Collected won the California Stakes in late April. All were graded stakes wins bringing more than $1.2 million in first-place purse money.
But on this slightly fog-shrouded morning, the talk was about another of Baffert’s stars in the making, a 5-year-old Argentine-bred mare named Vale Dori. She has won six in a row and seven of nine since Baffert got the horse on U.S. soil.
She is running Saturday in the embarrassingly small, but loaded $400,000 Grade 1 Beholder Stakes at Santa Anita. It will be the eighth race in a nine-race card, with post time around 4:30 p.m.
It’s the closest thing to a match race that you can get with only two other horses in the race. But both are Eclipse Award winners in Stellar Wind and Finest City. Faithfully, also a Baffert horse, and Show Stealer, running for Art Sherman, scratched Friday.
“She’s stepping up in class now with [Stellar Wind],” Baffert said. “It’s unusual to see two champions running up against each other. But this could be a coming-out party for her.”

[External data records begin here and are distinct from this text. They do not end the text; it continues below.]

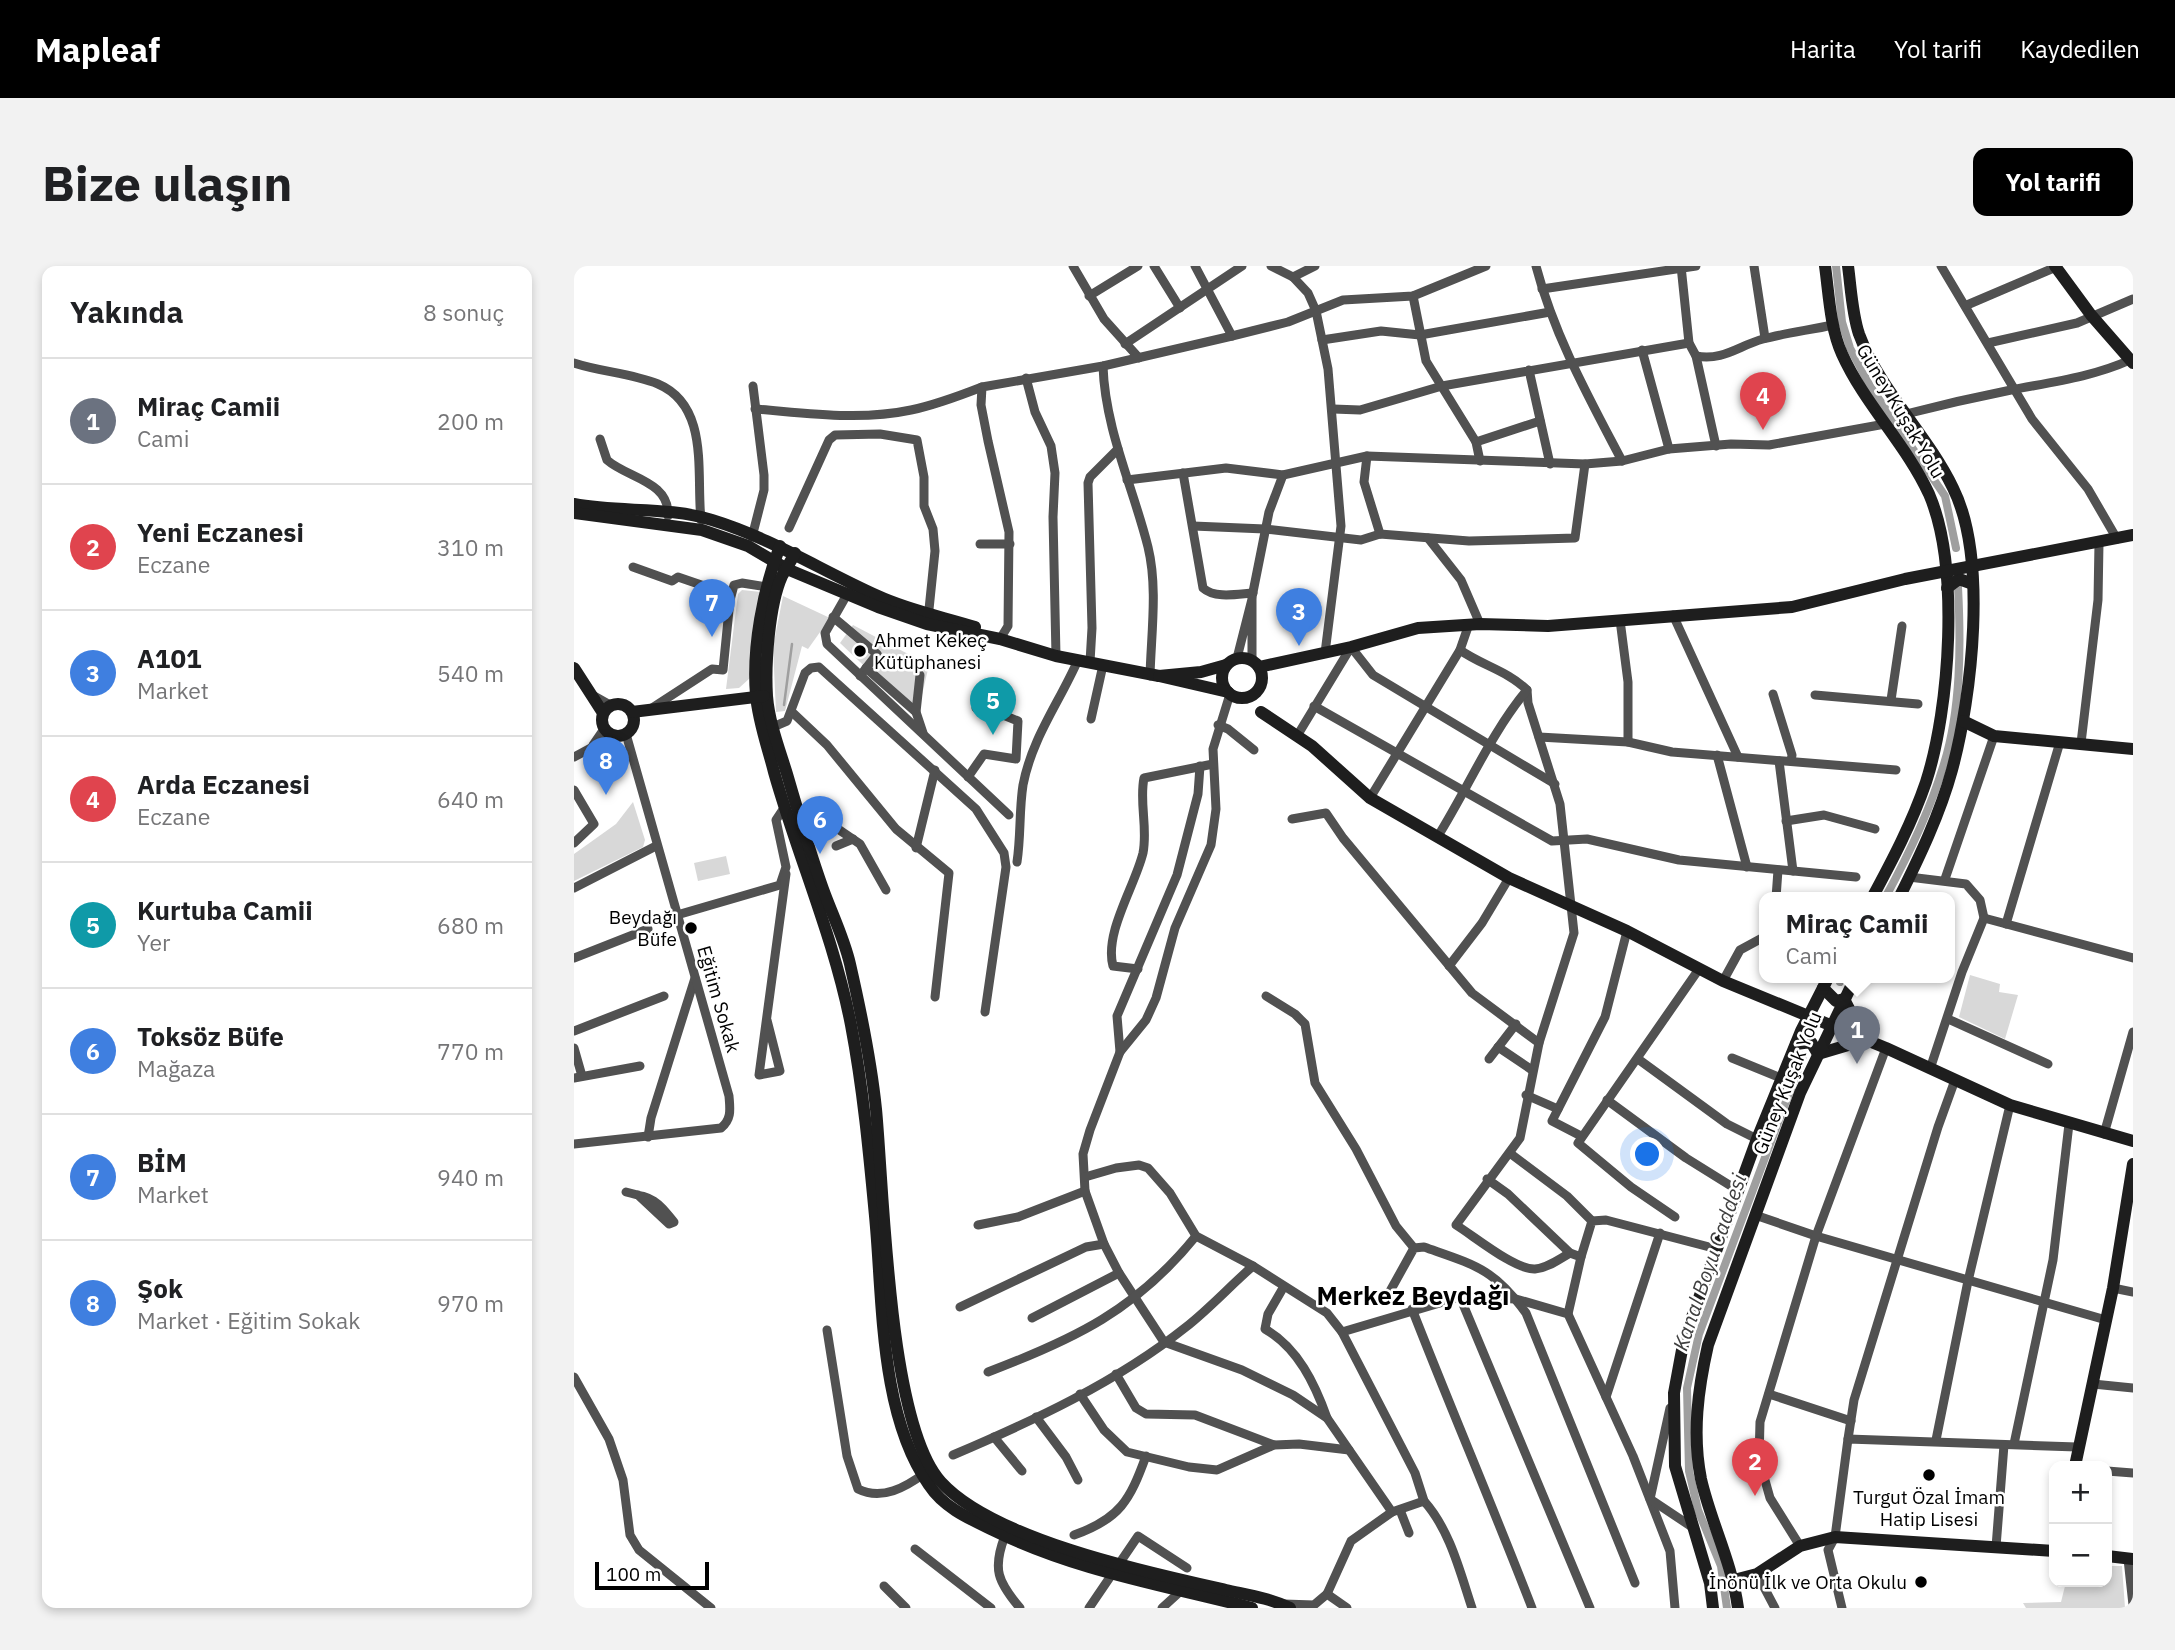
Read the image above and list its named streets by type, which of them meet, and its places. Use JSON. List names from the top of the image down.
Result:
{
  "streets": {
    "main road": ["Güney Kuşak Yolu"],
    "street": ["Eğitim Sokak"]
  },
  "districts": ["Merkez Beydağı"],
  "water": ["Kanal Boyu Caddesi"],
  "places": [
    "Ahmet Kekeç Kütüphanesi",
    "Beydağı Büfe",
    "Turgut Özal İmam Hatip Lisesi",
    "İnönü İlk ve Orta Okulu"
  ],
  "scale_bar": "100 m",
  "page": {
    "header": "Mapleaf",
    "nav": ["Harita", "Yol tarifi", "Kaydedilen"],
    "buttons": "Yol tarifi",
    "title": "Bize ulaşın",
    "heading": ["Yakında", "8 sonuç"],
    "list": [
      {
        "mark": "1",
        "name": "Miraç Camii",
        "note": "Cami",
        "value": "200 m"
      },
      {
        "mark": "2",
        "name": "Yeni Eczanesi",
        "note": "Eczane",
        "value": "310 m"
      },
      {
        "mark": "3",
        "name": "A101",
        "note": "Market",
        "value": "540 m"
      },
      {
        "mark": "4",
        "name": "Arda Eczanesi",
        "note": "Eczane",
        "value": "640 m"
      },
      {
        "mark": "5",
        "name": "Kurtuba Camii",
        "note": "Yer",
        "value": "680 m"
      },
      {
        "mark": "6",
        "name": "Toksöz Büfe",
        "note": "Mağaza",
        "value": "770 m"
      },
      {
        "mark": "7",
        "name": "BİM",
        "note": "Market",
        "value": "940 m"
      },
      {
        "mark": "8",
        "name": "Şok",
        "note": "Market · Eğitim Sokak",
        "value": "970 m"
      }
    ],
    "pins": [
      "4",
      "7",
      "3",
      "5",
      "8",
      "6",
      "1",
      "2"
    ],
    "popup": ["Miraç Camii", "Cami"],
    "map_buttons": ["+", "−"],
    "scale": "100 m"
  }
}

Horses coming from the Southern Hemisphere have a built-in birthday disadvantage and it takes a while for them to catch up. In the U.S., for racing purposes, every horse turns a year older on Jan. 1. In the Southern Hemisphere, it’s Aug. 1. Vale Dori was born July 27 and took advantage of the caveat that if you are born in July but conceived no later than Aug. 31 of the previous year, you get counted on the next year.
But when you go north and cross the equator, U.S. rules apply and you are not grand-sired in on the August rules.
“She’s getting older now,” Baffert said. “She was six months behind but now she’s getting better and catching up.”
Jockey Rafael Bejarano, who has ridden Vale Dori to four of her wins, has to contend with breaking from one hole, the small field, and a mare that’s not the best in the gate. However, the load will be quick.
“When it’s a small field it’s a little more difficult,” Bejarano said, explaining that a normal race strategy has to switch to almost a match race play with so few horses.
“If I have a good break, I’m going to go for it,” Bejarano said. “And after that I’ll just see if there is speed on the outside. I’m just going to play it by ear.”
Both Baffert and Bejarano described Vale Dori as a handful, and not necessarily in a good way.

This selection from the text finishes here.